Los días 1 al 3 de Noviembre del 2018, en la ciudad de Talca, ubicada en la Región del Maule, se llevó a cabo un nuevo curso de diaconía para aquellos que forman parte del Instituto Bíblico Luterano (IBL). En esta ocasión, hermanos de diferentes regiones de nuestro país hicieron buen uso del feriado largo y se reunieron para continuar  su capacitación diaconal en esta ocasión el tema fue:

Sagradas Escrituras

  • ¿Cómo leer la Biblia?

  • Ley y Evangelio. 

  • Consuelo Cristiano

  • Cómo usar las Escrituras en las diferentes situaciones de la vida.

El Profesor en Teología invitado fue el Rev. Roberto E. Bustamante, quien con mucha sabiduría, paciencia y dedicación nos enseñó acerca de nuestro rol como siervos o instrumentos de Dios para consolar a aquellos que sufren.

Aprendimos acerca del poder performativo de la Palabra de Dios - esta es una Palabra que hace lo que dice- y que por lo tanto lo que la iglesia tiene para ofrecer al mundo caído y perdido no es simple acompañamiento moral, ético o contención psicológica, una palabra humana en la cual se busca que las personas confíen en sí mismas para poder superar sus problemas, sino que, muy por el contrario, la iglesia posee este tesoro para compartir a través de su Palabra Dios otorga consuelo. Así su Evangelio es algo poderoso, firme y eterno para nosotros, algo verdaderamente confiable: la persona del Hijo de Dios, Cristo Jesús.

Recordamos que no somos nosotros quienes “utilizamos” a la Palabra de Dios para este trabajo de acompañamiento cristiano, sino que, a la inversa, es Dios mismo el que se vale de nosotros para hacer su obra. Además, fuimos enseñados que es el llamado y la vocación lo que nos hace dignos de ejercer tal servicio y no alguna moralidad superior o capacidad propia de nuestra persona.

También a conocer cómo Dios hace su obra extraña de llevarnos al reconocimiento de nuestra terrible condición pecadora y al arrepentimiento (obra de la predicación de la Ley)  al mismo tiempo, que esta obra es necesaria para preparar el camino y que Dios pueda hacer su obra propia, la de consolar a las conciencias atribuladas por medio de Cristo (obra de la predicación del Evangelio).
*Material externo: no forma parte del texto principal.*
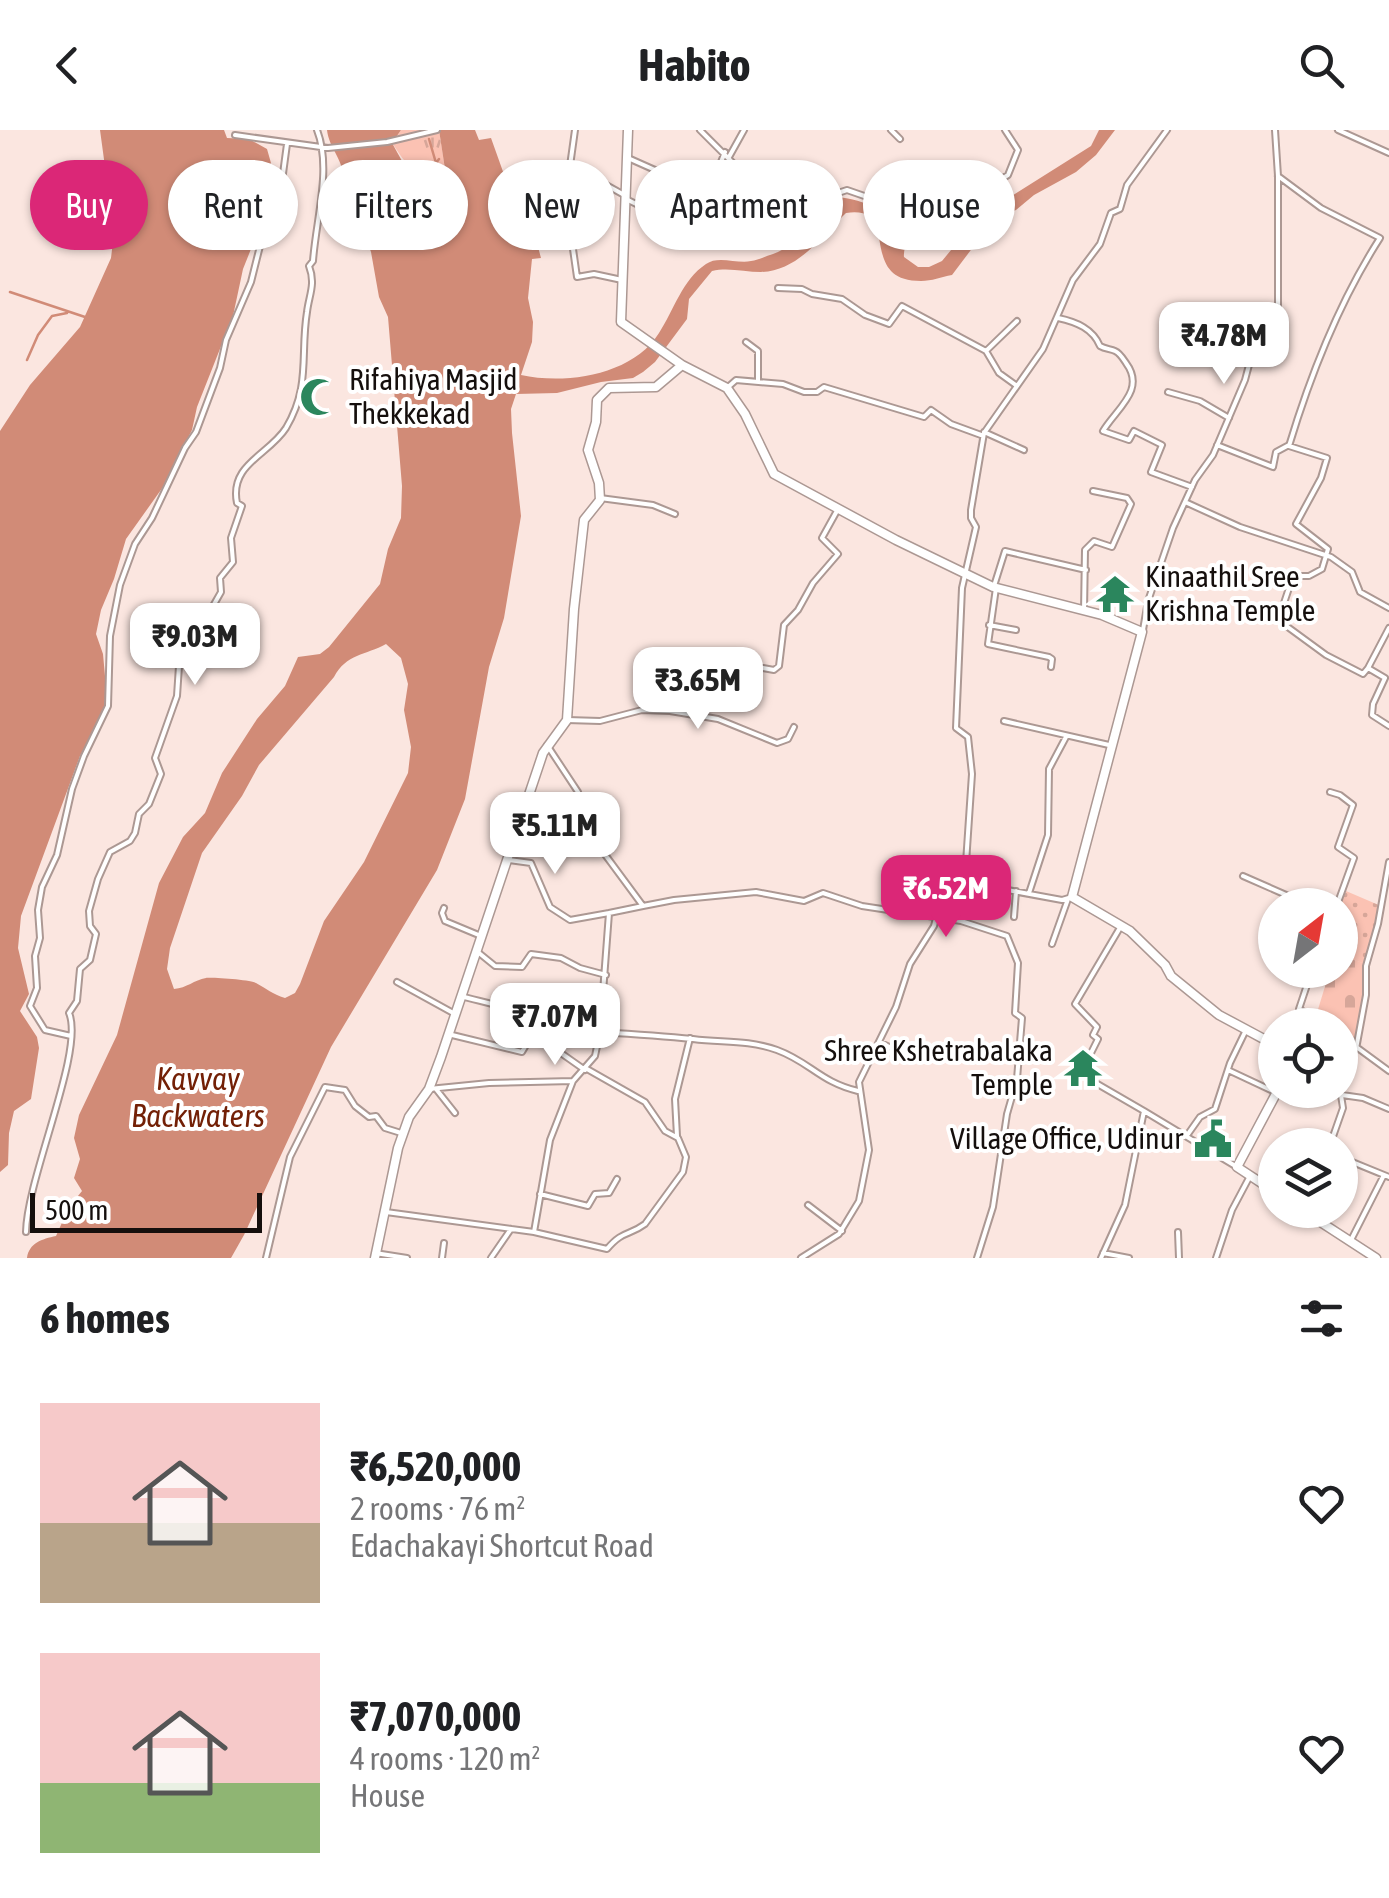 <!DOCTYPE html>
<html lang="en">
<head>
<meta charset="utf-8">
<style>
  body { margin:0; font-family:"Asap Condensed",sans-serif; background:#f6f6f6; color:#202124; height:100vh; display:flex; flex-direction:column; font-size:38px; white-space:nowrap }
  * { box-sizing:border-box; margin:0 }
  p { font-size:32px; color:#757577 }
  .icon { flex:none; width:55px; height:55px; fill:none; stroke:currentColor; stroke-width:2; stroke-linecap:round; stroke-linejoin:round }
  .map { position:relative; height:1128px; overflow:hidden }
  .side { display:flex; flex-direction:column; background:#fff; flex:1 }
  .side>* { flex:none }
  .top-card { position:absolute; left:30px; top:30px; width:1330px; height:90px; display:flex; gap:20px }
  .needle { width:65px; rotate:31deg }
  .controls { position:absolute; left:1258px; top:758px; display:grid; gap:20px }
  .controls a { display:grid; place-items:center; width:100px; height:100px; border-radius:50%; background:#fff; box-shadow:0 2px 8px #0004; font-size:50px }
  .scale { position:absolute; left:30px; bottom:25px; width:232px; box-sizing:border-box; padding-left:10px; border:5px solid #150f0d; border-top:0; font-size:28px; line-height:35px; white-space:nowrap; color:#150f0d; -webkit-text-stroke:8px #fff; paint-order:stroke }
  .price { position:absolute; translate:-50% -85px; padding:0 22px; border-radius:20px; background:#fff; color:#222; font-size:32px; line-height:65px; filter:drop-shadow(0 2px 5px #0008) }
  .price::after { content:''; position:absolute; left:50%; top:60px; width:30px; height:22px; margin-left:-15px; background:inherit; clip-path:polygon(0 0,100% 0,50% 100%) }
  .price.current { background:#db2777; color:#fff }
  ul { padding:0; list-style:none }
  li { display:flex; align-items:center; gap:30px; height:250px; padding:0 40px }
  li span { display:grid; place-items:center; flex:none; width:280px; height:200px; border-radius:0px; color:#555 }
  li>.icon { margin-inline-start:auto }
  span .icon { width:120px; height:120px; fill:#fffc; stroke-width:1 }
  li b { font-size:42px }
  h2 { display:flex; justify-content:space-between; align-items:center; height:120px; padding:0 40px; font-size:42px }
  .tag { padding:0 35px; border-radius:45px; background:#fff; box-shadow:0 2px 8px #0004; font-size:35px; line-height:90px }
  .tag.current { background:#db2777; color:#fff }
  header { display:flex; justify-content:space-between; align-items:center; height:130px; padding:0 40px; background:#fff; font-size:45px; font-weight:700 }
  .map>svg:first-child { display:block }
  .grass { fill:url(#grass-tufts) }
  .cemetery { fill:url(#cemetery-stones) }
  .park { fill:url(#park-dots) }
  .water { fill:#d18b77; fill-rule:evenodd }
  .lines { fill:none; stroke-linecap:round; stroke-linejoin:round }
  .stream { stroke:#d18b77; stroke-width:2.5 }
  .minor-casing { stroke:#ac9893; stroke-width:8 }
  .secondary-casing { stroke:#ac9893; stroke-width:11 }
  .minor { stroke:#fff; stroke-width:4 }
  .secondary { stroke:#fff; stroke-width:8 }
  .labels { text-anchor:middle; stroke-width:8; stroke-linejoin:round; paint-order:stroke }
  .poi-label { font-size:30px; fill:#150f0d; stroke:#fff; text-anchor:start }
  .water-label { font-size:32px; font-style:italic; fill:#732006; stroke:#fff }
</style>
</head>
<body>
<header><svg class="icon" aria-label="back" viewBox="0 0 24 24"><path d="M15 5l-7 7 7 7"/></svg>Habito<svg class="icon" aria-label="search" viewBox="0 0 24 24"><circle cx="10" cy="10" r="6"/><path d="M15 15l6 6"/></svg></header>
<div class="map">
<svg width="1389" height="1128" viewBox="0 0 1389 1128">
  <defs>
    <pattern id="grass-tufts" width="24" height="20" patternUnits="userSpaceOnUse" patternTransform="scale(2.5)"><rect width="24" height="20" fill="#fbc2b3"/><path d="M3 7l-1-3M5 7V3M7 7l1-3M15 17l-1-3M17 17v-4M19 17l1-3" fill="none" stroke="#d6a699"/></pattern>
    <pattern id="cemetery-stones" width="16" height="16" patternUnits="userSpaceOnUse" patternTransform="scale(2.5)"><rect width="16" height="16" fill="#fbc2b3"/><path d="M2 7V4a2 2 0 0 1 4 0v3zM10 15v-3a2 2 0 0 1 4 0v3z" fill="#d6a699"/></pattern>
    <pattern id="park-dots" width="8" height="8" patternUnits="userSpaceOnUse" patternTransform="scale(2.5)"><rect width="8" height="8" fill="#fbc2b3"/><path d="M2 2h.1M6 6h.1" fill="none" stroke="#d6a699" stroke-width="1.8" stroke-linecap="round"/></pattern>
  </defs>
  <rect width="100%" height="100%" fill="#fbe6e0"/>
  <!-- grass -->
  <path class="grass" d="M401 0H439L445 39C418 57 406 33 392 13Z"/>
  <!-- cemetery -->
  <path class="cemetery" d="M1340 825 1366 834V864L1354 913 1340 903V895H1329L1316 886 1330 840H1340Z"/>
  <!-- park -->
  <path class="park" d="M1346 761 1381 776 1365 834 1340 825V775Z"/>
  <!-- water -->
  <path class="water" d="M100 0H224L227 8 249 9 267 19 271 33 261 53 255 109 243 139 233 186 197 277 192 300 163 357 126 409 114 449 101 480 96 504 103 524 107 568 101 590 80 626 21 786 18 818 29 864 20 881 37 907 39 918 31 969 14 981 9 1003 8 1035 0 1042V301L30 255 80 197 111 128 114 103Z
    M327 0H401L392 13 402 31 413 33 415 44 426 46 445 39 439 0H475L479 10 491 8 511 64 523 61 527 73 522 78 524 97 533 98 541 128 532 129 528 168 533 192 532 212 521 245C566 255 633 245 659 203 674 180 682 150 706 134 718 125 737 134 751 131 758 130 766 126 773 124 801 114 813 86 835 68 851 64 902 86 906 103 908 111 903 120 904 127L918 137H929L942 131 970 97 999 74 1091 16 1099 0H1115L1096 25 1076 42 1034 65 1016 80 995 88 952 145C941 147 932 151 921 151 855 151 903 74 846 83 821 107 798 141 761 142 745 142 728 137 712 141L689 169 687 189 655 232 643 242 633 248 601 252 557 263 516 264 511 279 512 303 521 386 504 488 489 537 465 669 437 740 331 917 244 1105 231 1128H27C29 1113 42 1109 56 1106L69 1077 82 1061 74 1048 80 1029 74 1008 79 985 117 905 159 753 183 707 205 683 222 643 257 589 285 556 298 527 320 524 329 517 380 454 388 419 401 388 402 356 388 187 379 167 371 122 343 47C343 29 329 18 327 0ZM386 514 401 528 408 554 404 580 411 617 408 643 364 732 324 791 300 854 295 863 285 868C272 864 267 859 256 853 252 850 211 847 206 848 194 850 187 858 174 859L167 839 170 818 202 723 242 666 259 635 334 547C346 524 366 525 386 514Z"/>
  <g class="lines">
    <!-- stream -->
    <path class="stream" d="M429 9 436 33 439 29
      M10 162 85 187
      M27 230 38 205 52 186 67 183"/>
    <!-- minor casing -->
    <g class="minor-casing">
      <path id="minor" d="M575 0 569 43 599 51 626 66
        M700 0 750 50
        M891 0 900 9
        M1338 0 1389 23
        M235 5 328 18 387 12 437 0
        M729 27 744 0
        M628 28 682 52
        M569 43 574 87 570 98 577 147 594 144 622 150
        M1278 46 1321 78 1380 108C1339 172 1311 243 1289 316L1327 328 1321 348 1296 394 1328 419 1322 439 1309 446H1293L1282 479 1285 495 1326 525 1363 544 1368 538
        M811 62 823 68 847 60 873 69 895 66 907 78 931 64 943 62 959 76 1008 45 1018 20 1005 0
        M626 69 699 105 722 77 716 69 723 49 717 42 725 22
        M778 158 802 159 812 164 842 169 865 185 889 194 902 176 986 221
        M1058 188C1077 192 1093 199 1100 216 1105 219 1111 219 1115 221 1120 223 1124 230 1126 233 1146 260 1117 278 1103 301L1129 310 1134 301 1162 315 1151 342 1192 357
        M746 212 758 221V251
        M1017 256 999 243 986 221 1017 191
        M727 258 736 250 783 254 804 262H817L824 257 924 287 931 280 951 294 981 305
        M1168 262 1200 271 1229 288
        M984 302 1024 320
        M1217 315 1273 337 1276 322 1289 315
        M600 368 653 375 675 384
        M1185 372 1240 397 1331 427 1352 442 1360 462 1389 478
        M994 456 1005 421 1086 440
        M996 458 988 514 1049 527 1052 529 1051 537
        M1084 481 1085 420 1094 411 1112 417 1131 374 1127 368 1093 361
        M989 495 1016 500
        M1389 498 1368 538 1385 548 1373 574 1372 585 1389 596
        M1143 500 1148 471 1173 398 1195 350 1213 325 1245 250 1254 216 1278 177V46L1275 0
        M763 538 774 540 779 536 784 495 798 480 813 453 838 424 822 408 838 379
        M567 590 600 591 642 580 670 581 718 589 777 613 788 609 794 597
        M1004 591 1109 615
        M547 615 578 662 595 711 643 776 609 783 600 902
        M1330 662 1340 665 1353 675 1338 717 1354 728 1337 775
        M509 730 531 733 550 777 570 790 609 783
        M1243 746 1309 775
        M956 749 990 752 1002 759 1062 770 1072 767
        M1029 763 1048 705 1049 639 1066 607
        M643 776 674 770 756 762 804 771 823 763 862 776 961 791 1007 806 1018 833 1015 883 1022 888 1017 949 1007 984 993 1077 977 1128
        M444 778 442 783 445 791 481 806
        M1014 787 1016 761
        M1052 814 1068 769
        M479 823 495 836 522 837 531 824 561 828 580 838 606 845
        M1312 840 1299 879 1316 889
        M397 852 455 884
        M1313 895 1316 889 1325 895
        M448 904 522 922 529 910 541 909 543 904C528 878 488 874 461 866
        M1340 905 1389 941
        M71 906 45 900 30 876 37 858 35 826 40 808 38 780 42 757 57 725 72 659 84 626 108 576 110 506 120 455 135 414 152 388 185 318 196 302 220 238 226 210 251 152 265 96 282 51 287 14
        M541 909 585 940
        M881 913 898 921 943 924
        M1356 919 1366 865V836L1378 794 1389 732
        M1089 927 1098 909 1093 905 1097 897 1075 874 1121 796
        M1228 940 1277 963
        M1340 941 1352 916
        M1094 952 1144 981
        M429 959 489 953 573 951 595 926 600 902C632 904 662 906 693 909 723 913 745 909 777 920 810 932 820 952 858 961
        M436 959 455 983
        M1342 965 1363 968 1389 979
        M1188 1004 1200 987 1215 979 1230 933 1246 900
        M677 1006 675 969 690 908
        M1330 1015 1343 978 1340 959
        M1340 1027 1389 1047
        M540 1064 588 1076 595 1064 609 1063 617 1049
        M808 1075 842 1101
        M386 1082 534 1102 550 1010 573 951
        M26 1102C27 1047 85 920 69 883L77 871 80 839 90 830 96 804 90 796 89 781 98 749 110 722 130 711 135 703 139 684 149 674 161 644 155 628 177 566 179 536 221 462 220 448 233 432 231 408 242 376 237 373C229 334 269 325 286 298 311 256 300 224 307 182 309 165 316 154 309 136L313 131C316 89 332 38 317 0
        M534 1102 607 1119C623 1100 629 1106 645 1094L683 1042 686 1027 678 1008 665 1001 645 972 587 939
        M1178 1102 1179 1128
        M1350 1112 1384 1045
        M375 1123 407 1128
        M1103 1123 1129 1128
        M266 1128 290 1027 325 957 345 960 355 976 369 987 376 986 385 998 401 1003
        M442 1128 444 1113
        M491 1128 511 1099
        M801 1128 839 1104 859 1071 869 1020 859 952 896 877 910 834 934 796 942 764 966 733 972 644 968 607 956 598 962 458 976 397 971 388V380L984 303 1043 219 1073 150 1100 114 1111 83 1120 79 1127 55 1167 0
        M1101 1128 1125 1075 1144 981 1237 1037
        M1216 1128 1232 1080 1250 1046"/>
    </g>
    <!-- secondary casing -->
    <g class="secondary-casing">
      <path id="secondary" d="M628 0 621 192 682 235 727 258 745 284 774 344 896 410 993 457 1102 485 1142 502 1072 767 1130 801 1165 835 1171 846 1219 885 1275 915
        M1275 1062 1237 1037 1278 960
        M1302 1080 1376 1128
        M375 1128 398 1018 409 987 429 959 441 927 543 623 567 590 574 479 584 390 600 370 599 353 588 320 596 292 597 270 609 258 656 257 682 235"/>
    </g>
    <!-- minor -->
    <use href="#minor" class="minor"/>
    <!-- secondary -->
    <use href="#secondary" class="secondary"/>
  </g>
  <!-- icons -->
  <defs>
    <g id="mosque-bare" transform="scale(3)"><path d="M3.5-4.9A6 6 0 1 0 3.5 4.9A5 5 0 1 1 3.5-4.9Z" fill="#2b865d" stroke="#fff" stroke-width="2.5" paint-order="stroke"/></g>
    <g id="temple-bare" transform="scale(3)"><path d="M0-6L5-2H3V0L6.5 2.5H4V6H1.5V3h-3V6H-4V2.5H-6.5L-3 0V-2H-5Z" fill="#2b865d" stroke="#fff" stroke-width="2.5" paint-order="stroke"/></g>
    <g id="civic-bare" transform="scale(3)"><path d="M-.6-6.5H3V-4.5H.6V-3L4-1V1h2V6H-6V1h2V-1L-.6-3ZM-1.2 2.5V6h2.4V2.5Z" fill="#2b865d" stroke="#fff" stroke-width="2.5" paint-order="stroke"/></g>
  </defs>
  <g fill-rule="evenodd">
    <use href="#mosque-bare" x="319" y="267"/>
    <use href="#temple-bare" x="1115" y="464"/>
    <use href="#temple-bare" x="1083" y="938"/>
    <use href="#civic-bare" x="1213" y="1009"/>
  </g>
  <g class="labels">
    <!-- poi labels -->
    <g class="poi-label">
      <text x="349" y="260">Rifahiya Masjid<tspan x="349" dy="34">Thekkekad</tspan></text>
      <text x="1145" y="457">Kinaathil Sree<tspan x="1145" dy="34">Krishna Temple</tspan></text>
      <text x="1053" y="931" text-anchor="end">Shree Kshetrabalaka<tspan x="1053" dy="34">Temple</tspan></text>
      <text x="1183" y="1019" text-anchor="end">Village Office, Udinur</text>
    </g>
    <!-- water labels -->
    <g class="water-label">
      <text x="198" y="960">Kavvay<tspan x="198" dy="37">Backwaters</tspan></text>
    </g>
  </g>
</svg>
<div class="controls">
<a><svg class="needle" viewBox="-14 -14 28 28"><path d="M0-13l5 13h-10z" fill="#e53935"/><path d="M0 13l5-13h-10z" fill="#757577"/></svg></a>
<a><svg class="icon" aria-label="locate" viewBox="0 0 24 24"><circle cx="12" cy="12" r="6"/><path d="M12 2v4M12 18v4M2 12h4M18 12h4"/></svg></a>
<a><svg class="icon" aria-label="layers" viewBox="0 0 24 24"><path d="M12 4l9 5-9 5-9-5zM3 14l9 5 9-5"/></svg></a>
</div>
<div class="scale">500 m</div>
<b class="price" style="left:1224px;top:257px">₹4.78M</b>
<b class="price" style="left:195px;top:558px">₹9.03M</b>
<b class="price" style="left:698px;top:602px">₹3.65M</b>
<b class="price" style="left:555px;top:747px">₹5.11M</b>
<b class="price current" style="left:946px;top:810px">₹6.52M</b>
<b class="price" style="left:555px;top:938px">₹7.07M</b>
<div class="top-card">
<a class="tag current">Buy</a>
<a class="tag">Rent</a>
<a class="tag">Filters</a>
<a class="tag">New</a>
<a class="tag">Apartment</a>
<a class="tag">House</a>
</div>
</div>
<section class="side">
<h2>6 homes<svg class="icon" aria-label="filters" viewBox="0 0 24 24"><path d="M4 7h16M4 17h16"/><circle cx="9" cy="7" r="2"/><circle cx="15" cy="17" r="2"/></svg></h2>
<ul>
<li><span style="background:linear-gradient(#f6c9c9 60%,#b9a48a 0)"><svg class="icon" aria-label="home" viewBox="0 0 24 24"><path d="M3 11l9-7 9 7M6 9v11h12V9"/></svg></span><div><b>₹6,520,000</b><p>2 rooms · 76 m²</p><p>Edachakayi Shortcut Road</p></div><svg class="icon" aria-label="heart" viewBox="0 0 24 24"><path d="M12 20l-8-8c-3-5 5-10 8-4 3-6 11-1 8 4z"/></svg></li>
<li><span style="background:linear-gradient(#f6c9c9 65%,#8fb573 0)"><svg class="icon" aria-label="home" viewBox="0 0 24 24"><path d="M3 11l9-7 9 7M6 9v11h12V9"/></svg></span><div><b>₹7,070,000</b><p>4 rooms · 120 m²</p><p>House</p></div><svg class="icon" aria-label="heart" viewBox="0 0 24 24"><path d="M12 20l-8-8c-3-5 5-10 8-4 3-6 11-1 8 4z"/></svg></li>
</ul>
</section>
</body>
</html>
Fue muy grato aprender que esta obra propia del Evangelio no simplemente ofrece algo para un futuro o que no es una mera promesa vacía, sino que es una obra concreta y real que sucede al momento en que son pronunciadas las palabras “tus pecados te son perdonados”, “yo te bautizo en el Nombre del Padre, del Hijo y del Espíritu Santo” y “esto es mi cuerpo, esto es mi sangre… para el perdón de tus pecados”.

Podemos destacar no solo la claridad y atino de textos bíblicos apropiados para cada ocasión, sino también la abundancia de fuentes propias de nuestra doctrina y confesión que dan sostén y fundamento a nuestra práctica luterana de la consolación de las almas, como citas del Catecismo Mayor,  de la Apología de la Confesión de Augsburgo, o de los Artículos de Esmalcalda, conocidos como “el testamento de Lutero”, haciendo realmente de este curso sin desperdicio

Además, mencionar que pudimos continuar con el uso y práctica de las liturgias del nuevo himnario, que en esta ocasión contó con la participación cantada de parte de los liturgos en las oraciones diarias y del Servicio Divino. Gracias también al Obispo de ILC Rev. Omar Kinas, al Rev. Adrián Ventura,  Rev. Juan Pablo Lanterna y al vicario Samuel Calero por guiarnos en la predicación de la Palabra, como así también al Rev. Cristian Rautemberg por la liturgia del Servicio Divino de la Reforma.

Finalmente queremos destacar el gran y nutritivo alimento espiritual que recibimos, también es digno de elogio el servicio recibido de parte de nuestros hermanos de la Misión Maule, quienes con mucho cariño, preocupación y disposición, nos abrieron las puertas de sus hogares, nos prepararon rica comida y siempre estaban dispuestos a atender nuestras necesidades. A ellos también, los más sinceros agradecimientos y un abrazo fraterno.

A Dios nuestro Señor sea toda la gloria, la alabanza, el honor y la acción de gracias, porque nos ha unido como hermanos luteranos por medio de la fe y porque nos permite también vivir esta fe en amor los unos a con los otros, compartiendo nuestras alegrías y tristezas, logros y dificultades. Gracias también porque cada uno pudo retornar sano y salvo a su hogar y vocación, ahora más preparados para servir en el reino del Señor.

¡Hasta la próxima, Dios mediante!

“La ley fue dada por medio de Moisés, pero la gracia y la verdad vinieron por medio de Jesucristo” (Juan 1:17).